Die Haustür öffnete sich einen Spaltbreit, und eine ältere Frau lugte misstrauisch über die Sperrkette hinaus.
»Ja bitte?«
»Wir sind von der Kriminalpolizei.« Pia, der es schon öfter passiert war, dass man sie und Bodenstein für Zeugen Jehovas oder unerwünschte Vertreter hielt, hatte ihren Polizeiausweis parat. Aus dem Hintergrund ertönte die Stimme eines Mannes. Die Frau drehte sich um.
»Die Polizei!«, rief sie, dann schloss sie die Tür, entfernte die Sperrkette und öffnete ganz.
»Wissen Sie zufällig, ob jemand hier in der Straße einen etwas älteren dunkelbraunen Labrador besitzt?«, fragte Pia.
Hinter der Frau erschien ein weißhaariger Mann in Strickjacke und Pantoffeln an den Füßen.
»Des könnt die Topsi von der Renaade sein«, sagte die Frau. »Wieso wolle Se des denn wisse? Is was passiert?«
»Wissen Sie auch, wie ›die Renate‹ mit Nachnamen heißt und wo sie wohnt?« Bodenstein überhörte die Frage.
»Ei, sischer. Rohleder heißt die Renaade mit Nachname«, erwiderte die Frau eifrig. »Hoffentlisch hat die Topsi kein Unfall gehabt, des tät der Renaade nämlisch des Herz bresche!«
»Sie wohnt in der Nummer 44«, ergänzte der Mann. »Die Straß enuff. Des gelbe Haus mit ner weiße Bank im Vorgadde.«
»Eischentlisch war des Haus ja ihrm Mann.« Die Frau senkte die Stimme zu einem vertraulichen Flüsterton, ihre Augen blitzten. »Aber als er se verlasse hat, damals, vor sibbe Jahrn drei Taach vor Weihnachte, is ihre Mudder zu ihr gezooche.«
»Des will die Polizei doch gar net wisse«, maßregelte ihr Mann seine tratschsüchtige Gattin. »Den Rohleders geheert der Blummelade in der Unterortstraß, unne im Ort. Aber die Ingeborg is sischer dahaam. Normalerweis geht die immer um die Zeit middem Hund spaziern.«
»Danke für die Informationen«, sagte Bodenstein höflich. »Sie haben uns sehr weitergeholfen. Es wäre sehr freundlich von Ihnen, wenn Sie nicht gleich im Blumenladen anrufen würden.«
»Ei natürlisch net«, versicherte die Frau mit leiser Entrüstung. »So eng sin mer mit der Renaade ja nu aach net.«
Bodenstein und Pia verabschiedeten sich und gingen die Straße hoch. Die Nummer 44 war ein Reihenendhaus, das mit seinem freundlichen sonnengelben Anstrich aus der Reihenhausbatterie hervorstach. Unter einem Carport aus hellem Holz stand ein alter, aber gepflegter Opel, der kleine Vorgarten war sorgfältig auf den Winter vorbereitet worden. Ein paar Pflanzen waren zum Schutz vor Schnee und Kälte mit Jutesäcken umwickelt, in einem Busch hingen Weihnachtskugeln, und um einen Buchsbaum war eine Lichterkette geschlungen. Vor der Haustür, an der ein geschmückter Tannenkranz hing, wartete die zitternde Topsi vergeblich darauf, dass ihr jemand die Tür öffnete.
***
Die Türglocke bimmelte, feuchtwarme Luft und der überwältigende Geruch von Blumen und Tannenzweigen schlugen ihnen entgegen, als sie den Laden betraten, über dessen Schaufenster ein altmodisches Schild mit der Aufschrift Blumen Rohleder – seit 50 Jahren angebracht war.

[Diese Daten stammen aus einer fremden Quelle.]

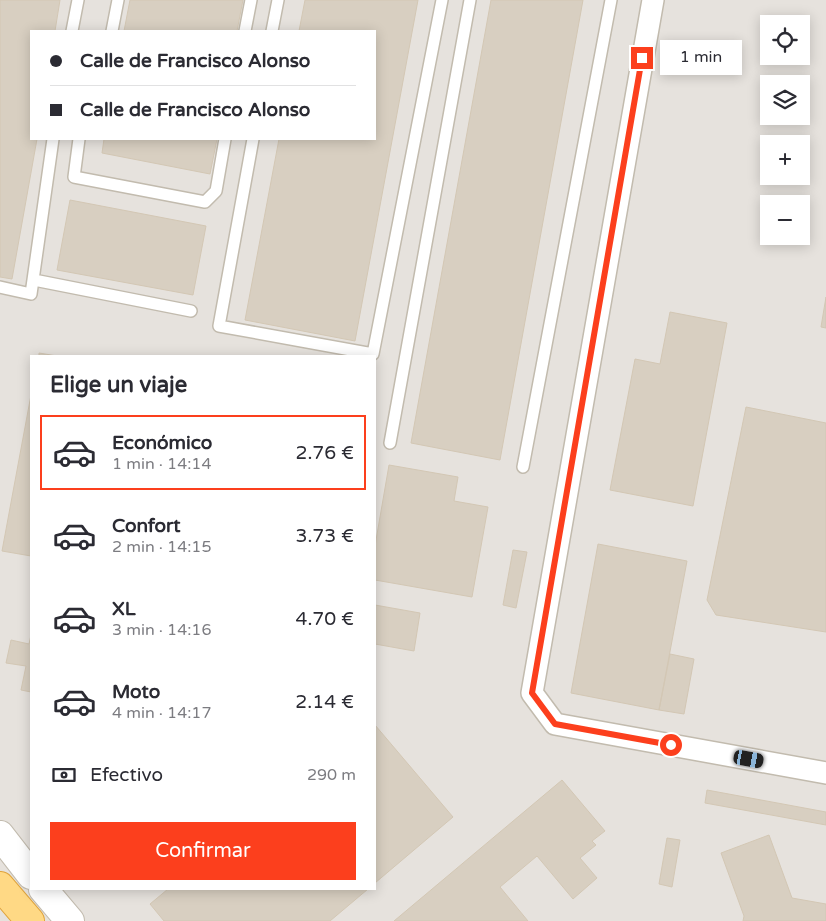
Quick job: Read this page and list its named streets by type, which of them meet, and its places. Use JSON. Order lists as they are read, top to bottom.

Der Laden hinter den beschlagenen Scheiben war voll. Menschen, Blumen und allerlei Nippes in offenen Vitrinen, Holzregalen und Körben. Hinter einem langen Tresen waren drei Frauen damit beschäftigt, Blumensträuße zu binden.
Es kostete Bodenstein, der den Geruch in Blumenläden unweigerlich mit Leichenhallen auf Friedhöfen assoziierte, einiges an Überwindung, nicht sofort auf dem Absatz kehrtzumachen. Blumen in Gärten und auf Wiesen waren etwas Schönes, abgeschnitten in Vasen mochte er sie nicht, fast ekelte er sich sogar davor.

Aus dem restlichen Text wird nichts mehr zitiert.